Environmental Exposures

Overview

The Environmental Exposures programme is designed to advance our understanding of the effects of some of the most common environmental pollutants on individual and population health such as the effects of air pollution, non-ionising radiation, and emerging environmental hazards like microplastics.

We recognise the need for improved quality, accuracy and scope of exposure metrics for use in panel and population studies, thereby helping to establish a more robust and targeted link between environmental exposures and a diverse set of health outcomes.

We intend to remain at the forefront of advancements in sensor and remote sensing technologies. We will take advantage of opportunities in crowd sourcing information on individuals’ interactions with the environment such as travel and activity patterns. Reducing exposure misclassification and increasing specificity of exposure metrics are key goals for the next quinquennium. To achieve this we will further develop the London Hybrid Exposure Model (LHEM) to investigate the strong spatial concentration gradients and variability in air pollutants across urban areas. Previous models do not take account of exposures within the home, at work/school and in different travel micro-environments. The LHEM will play a central role in our future research investigating the independent effects of NO2 and PM2.5 on health.

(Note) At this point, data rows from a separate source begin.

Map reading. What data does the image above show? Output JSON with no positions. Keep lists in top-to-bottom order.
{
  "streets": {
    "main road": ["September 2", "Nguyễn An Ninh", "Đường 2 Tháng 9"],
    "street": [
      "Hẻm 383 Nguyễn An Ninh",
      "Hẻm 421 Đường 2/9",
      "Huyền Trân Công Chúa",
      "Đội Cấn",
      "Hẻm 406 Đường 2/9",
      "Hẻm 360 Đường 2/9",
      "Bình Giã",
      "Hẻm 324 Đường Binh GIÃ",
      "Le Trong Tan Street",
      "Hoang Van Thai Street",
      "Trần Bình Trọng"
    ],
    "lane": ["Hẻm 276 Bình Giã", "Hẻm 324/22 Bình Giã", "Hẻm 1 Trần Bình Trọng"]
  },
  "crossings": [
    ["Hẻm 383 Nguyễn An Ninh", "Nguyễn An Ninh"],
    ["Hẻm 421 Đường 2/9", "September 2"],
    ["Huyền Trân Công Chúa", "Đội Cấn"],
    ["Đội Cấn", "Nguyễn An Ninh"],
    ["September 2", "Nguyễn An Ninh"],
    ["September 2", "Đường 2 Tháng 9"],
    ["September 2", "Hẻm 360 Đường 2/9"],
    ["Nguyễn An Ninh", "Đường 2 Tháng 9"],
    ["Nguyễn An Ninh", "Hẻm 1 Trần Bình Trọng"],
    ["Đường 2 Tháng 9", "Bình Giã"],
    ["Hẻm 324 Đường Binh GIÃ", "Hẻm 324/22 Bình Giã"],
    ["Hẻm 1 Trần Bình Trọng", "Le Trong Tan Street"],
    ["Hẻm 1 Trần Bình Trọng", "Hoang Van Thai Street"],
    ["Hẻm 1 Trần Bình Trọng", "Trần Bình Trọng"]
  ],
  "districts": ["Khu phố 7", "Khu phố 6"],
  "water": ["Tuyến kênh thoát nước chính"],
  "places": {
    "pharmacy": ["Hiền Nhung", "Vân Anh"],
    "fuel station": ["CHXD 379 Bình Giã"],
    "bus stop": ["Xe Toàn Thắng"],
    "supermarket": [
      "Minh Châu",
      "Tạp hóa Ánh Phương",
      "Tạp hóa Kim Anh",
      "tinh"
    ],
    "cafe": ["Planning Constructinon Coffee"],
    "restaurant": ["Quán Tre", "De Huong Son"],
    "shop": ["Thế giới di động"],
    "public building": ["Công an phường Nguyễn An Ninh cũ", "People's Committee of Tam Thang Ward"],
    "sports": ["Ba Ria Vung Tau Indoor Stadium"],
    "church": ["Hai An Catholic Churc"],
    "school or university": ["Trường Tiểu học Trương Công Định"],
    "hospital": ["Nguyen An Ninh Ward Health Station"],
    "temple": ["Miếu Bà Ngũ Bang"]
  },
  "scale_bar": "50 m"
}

PM metal (both transition and heavy metal) content remains an important interest, making use of the Wellcome-funded metallomics facility. New research has been initiated in dementia we are investigating the possible deposition of transition metals in human brain tissue.

We are undertaking epidemiological analyses of mobile phone use and cancer and cardiovascular disease incidence, reproductive effects and reported symptoms among the international COSMOS consortium that includes over 300,000 participants in five European countries; and we are analysing cognitive development amongst adolescents in the SCAMP study. These large prospective studies include for the first time robust exposure assessment based on state of the art methods for reducing the error inherent from relying on self-reported mobile phone and radio use.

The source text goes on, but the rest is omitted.